Matt C. Abbott
Gimme' some John Jay money, and I'll guarantee you get raptured...
By Matt C. Abbott
May 21, 2011

Well, golly gee, there have been a few interesting stories making headlines recently: Osama bin Laden was killed by Navy SEALs; Arnold Schwarzenegger has admitted to fathering a love child with his former housekeeper; the now former head of the International Monetary Fund was arrested and indicted for allegedly sexually assaulting a chambermaid; the rapture is supposed to occur in the next 24 hours or so (if you don't see this column, I'll assume it's because you've been "raptured"); and, last but not least, the U.S. Conference of Catholic Bishops has released a further analysis — put together by the ultra-ultra-impartial John Jay College — of the cause(s) of the clergy abuse scandal.

The (expensive) report's conclusions? Don't blame celibacy, don't blame homosexuality, and don't blame the bishops.

Blame the sexual revolution, darn it. Now give me my friggin' $1.8 million dollars!


A number of commentators have weighed in on the John Jay report, and, not surprisingly, most are dissatisfied with its overall conclusions. Two of my favorite commentaries are by Philip F. Lawler, editor of Catholic World News, and Brian W. Clowes, Ph.D., director of research for Human Life International.

Lawler writes (excerpted):

    'As I have been shouting for well over a decade now, the sex-abuse crisis in the Catholic Church has involved two scandals, not one. First, there is the scandal of priests who molested young people: a horrible sin and a shocking crime, but the sin and crime of individuals, not an entire institution. Second, there is the scandal of the bishops and other diocesan leaders who allowed those predators to continue in ministry, thus compounding the damage and making the misconduct of a few priests into a disaster for the entire Church.

    'The John Jay report does mention the failures of the American hierarchy — but only in passing, and in the mildest possible terms. The report alludes to a 'performance gap' in the reaction to sex-abuse complaints, and then quickly adds that at their meeting in Dallas in 2002, the American bishops admitted that 'performance gap' and addressed it.

    'Yes, in Dallas the American bishops did admit a 'performance gap.' They confessed that they had not handled sex-abuse complaints properly, and instituted new standards for handling those complaints.

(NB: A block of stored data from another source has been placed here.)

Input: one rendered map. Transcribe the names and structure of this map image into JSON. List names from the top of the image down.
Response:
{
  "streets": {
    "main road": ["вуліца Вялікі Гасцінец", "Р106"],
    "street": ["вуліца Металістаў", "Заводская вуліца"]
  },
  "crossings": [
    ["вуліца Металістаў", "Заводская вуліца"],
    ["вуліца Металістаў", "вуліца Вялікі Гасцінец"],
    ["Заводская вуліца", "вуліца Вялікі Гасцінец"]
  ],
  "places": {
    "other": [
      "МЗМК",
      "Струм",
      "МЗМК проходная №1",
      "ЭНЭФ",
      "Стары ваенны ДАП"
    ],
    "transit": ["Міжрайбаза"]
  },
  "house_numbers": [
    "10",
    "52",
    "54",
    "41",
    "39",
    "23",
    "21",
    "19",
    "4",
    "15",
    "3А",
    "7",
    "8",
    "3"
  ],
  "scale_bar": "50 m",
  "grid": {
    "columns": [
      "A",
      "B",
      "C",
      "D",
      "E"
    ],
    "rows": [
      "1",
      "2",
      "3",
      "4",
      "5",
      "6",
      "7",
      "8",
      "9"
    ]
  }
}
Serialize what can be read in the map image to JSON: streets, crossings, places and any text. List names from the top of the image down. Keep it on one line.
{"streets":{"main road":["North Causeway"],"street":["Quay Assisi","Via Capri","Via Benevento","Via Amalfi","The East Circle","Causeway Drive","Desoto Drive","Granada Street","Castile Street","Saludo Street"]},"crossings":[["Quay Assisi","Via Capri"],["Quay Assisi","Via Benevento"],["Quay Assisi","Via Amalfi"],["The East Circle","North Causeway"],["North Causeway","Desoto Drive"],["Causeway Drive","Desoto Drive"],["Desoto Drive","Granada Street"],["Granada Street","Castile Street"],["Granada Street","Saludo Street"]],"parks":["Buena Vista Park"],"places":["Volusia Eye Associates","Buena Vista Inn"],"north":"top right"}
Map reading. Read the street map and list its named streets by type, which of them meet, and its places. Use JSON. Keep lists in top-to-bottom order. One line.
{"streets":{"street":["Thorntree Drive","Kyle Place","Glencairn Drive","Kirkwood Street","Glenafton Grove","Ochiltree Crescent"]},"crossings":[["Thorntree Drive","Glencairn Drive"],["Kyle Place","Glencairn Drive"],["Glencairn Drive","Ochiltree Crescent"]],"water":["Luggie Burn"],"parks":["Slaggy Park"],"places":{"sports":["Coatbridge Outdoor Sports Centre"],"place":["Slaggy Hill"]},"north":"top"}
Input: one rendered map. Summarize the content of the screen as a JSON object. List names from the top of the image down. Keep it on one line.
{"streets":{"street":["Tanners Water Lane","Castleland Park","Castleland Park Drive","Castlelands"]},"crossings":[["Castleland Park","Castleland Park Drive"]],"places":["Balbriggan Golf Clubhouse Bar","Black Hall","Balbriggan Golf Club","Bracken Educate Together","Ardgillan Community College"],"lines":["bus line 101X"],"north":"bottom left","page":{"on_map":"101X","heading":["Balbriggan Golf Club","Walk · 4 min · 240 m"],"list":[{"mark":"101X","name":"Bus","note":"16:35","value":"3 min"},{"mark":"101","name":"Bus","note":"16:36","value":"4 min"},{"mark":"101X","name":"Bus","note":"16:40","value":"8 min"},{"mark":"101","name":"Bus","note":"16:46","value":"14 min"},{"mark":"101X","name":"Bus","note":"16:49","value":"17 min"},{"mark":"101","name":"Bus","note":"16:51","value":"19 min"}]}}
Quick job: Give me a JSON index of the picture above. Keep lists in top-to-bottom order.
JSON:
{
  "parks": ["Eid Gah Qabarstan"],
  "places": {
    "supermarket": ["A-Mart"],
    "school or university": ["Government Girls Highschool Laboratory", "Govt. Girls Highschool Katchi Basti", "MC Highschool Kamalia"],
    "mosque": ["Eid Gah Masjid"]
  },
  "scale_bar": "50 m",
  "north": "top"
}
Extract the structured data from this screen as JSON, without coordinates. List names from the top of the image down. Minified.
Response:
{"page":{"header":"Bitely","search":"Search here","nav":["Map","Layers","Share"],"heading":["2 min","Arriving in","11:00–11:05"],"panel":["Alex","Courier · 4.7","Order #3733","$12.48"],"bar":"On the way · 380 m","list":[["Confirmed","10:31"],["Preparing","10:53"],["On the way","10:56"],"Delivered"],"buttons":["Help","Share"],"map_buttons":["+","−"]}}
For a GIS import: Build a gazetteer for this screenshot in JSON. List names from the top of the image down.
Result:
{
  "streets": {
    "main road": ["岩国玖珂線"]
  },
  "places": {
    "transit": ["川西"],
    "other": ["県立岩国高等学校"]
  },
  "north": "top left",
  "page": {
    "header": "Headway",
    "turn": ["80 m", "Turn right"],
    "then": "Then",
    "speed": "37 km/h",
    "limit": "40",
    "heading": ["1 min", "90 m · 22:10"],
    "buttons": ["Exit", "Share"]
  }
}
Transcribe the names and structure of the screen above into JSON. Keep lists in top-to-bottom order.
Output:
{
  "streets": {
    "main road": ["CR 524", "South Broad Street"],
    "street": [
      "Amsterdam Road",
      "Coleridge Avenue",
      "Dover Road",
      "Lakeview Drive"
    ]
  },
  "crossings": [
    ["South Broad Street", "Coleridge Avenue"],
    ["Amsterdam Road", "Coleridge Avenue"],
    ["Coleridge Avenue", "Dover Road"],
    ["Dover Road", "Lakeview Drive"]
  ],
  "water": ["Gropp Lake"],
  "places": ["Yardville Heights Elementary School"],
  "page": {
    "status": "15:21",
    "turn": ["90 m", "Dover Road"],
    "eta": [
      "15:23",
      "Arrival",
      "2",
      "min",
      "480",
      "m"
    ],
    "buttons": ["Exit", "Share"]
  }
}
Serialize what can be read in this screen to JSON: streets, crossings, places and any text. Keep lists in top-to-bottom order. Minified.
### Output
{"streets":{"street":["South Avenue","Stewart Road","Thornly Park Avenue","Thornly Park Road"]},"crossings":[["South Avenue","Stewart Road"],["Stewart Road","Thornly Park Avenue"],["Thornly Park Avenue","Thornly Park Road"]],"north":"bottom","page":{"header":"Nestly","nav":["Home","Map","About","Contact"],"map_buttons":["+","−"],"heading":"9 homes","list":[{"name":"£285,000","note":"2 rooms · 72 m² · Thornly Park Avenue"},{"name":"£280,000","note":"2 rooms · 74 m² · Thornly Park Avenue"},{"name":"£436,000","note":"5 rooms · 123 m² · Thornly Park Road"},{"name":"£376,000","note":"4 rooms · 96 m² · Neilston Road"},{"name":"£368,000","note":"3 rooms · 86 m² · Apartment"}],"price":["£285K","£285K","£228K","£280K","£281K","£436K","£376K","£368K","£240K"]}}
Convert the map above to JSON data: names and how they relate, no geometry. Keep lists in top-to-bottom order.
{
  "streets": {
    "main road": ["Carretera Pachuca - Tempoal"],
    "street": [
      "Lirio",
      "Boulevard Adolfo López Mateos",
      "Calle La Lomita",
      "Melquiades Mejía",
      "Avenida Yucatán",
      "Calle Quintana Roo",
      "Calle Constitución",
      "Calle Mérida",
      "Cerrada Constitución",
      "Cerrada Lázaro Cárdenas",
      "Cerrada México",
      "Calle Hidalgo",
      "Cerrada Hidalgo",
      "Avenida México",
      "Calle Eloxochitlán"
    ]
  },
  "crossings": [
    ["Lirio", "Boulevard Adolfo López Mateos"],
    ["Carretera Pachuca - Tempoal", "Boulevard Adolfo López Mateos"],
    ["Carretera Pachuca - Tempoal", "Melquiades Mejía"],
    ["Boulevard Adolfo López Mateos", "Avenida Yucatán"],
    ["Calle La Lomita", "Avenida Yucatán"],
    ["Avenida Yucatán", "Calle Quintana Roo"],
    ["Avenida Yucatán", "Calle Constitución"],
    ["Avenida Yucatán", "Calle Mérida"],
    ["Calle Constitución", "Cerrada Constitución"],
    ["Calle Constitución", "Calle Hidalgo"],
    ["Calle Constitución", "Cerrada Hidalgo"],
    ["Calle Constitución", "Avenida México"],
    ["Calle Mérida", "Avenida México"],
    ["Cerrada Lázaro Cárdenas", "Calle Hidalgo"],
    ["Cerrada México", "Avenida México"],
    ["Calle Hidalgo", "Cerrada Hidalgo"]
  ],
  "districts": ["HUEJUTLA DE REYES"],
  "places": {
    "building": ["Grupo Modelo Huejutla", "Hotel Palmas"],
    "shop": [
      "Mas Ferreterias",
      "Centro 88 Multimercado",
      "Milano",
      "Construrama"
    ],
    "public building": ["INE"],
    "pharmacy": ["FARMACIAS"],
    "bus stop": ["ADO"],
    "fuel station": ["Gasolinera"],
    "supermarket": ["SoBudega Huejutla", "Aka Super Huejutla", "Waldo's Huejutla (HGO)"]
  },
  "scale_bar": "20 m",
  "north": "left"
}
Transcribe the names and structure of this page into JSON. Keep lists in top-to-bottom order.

But they did not address their own culpability for the scandal, and they did not set standards for their own future performance....

    'According to the report, homosexuality was not an important factor in the sex-abuse crisis. But that conclusion seems to be clearly at odds with the evidence presented in the text. Richard Fitzgibbons, a psychiatrist who has treated many troubled priests, commented that that 'analysis of the research demonstrates clearly that the major cause of the crisis was the homosexual abuse of males'....

    'Second, the John Jay report offers the generalization that priests had more access to young men than to young women, and that difference would account for the prevalence of male victims. But that explanation is credible only if priests saw young men and young women as equally desirable sexual objects. In my line of work, I have more access to old magazines than to T-bone steaks. Still I never eat magazines, because I do not think of magazines as food. Yes, priests had more access to altar boys than to girls of a similar age. But that access would have been a determining factor only for priests who saw young men as potential sex objects. The John Jay report fails to provide an honest exploration of the role of homosexuality, and thus neglects another key factor in this scandal.'

Read Lawler's entire commentary by clicking here.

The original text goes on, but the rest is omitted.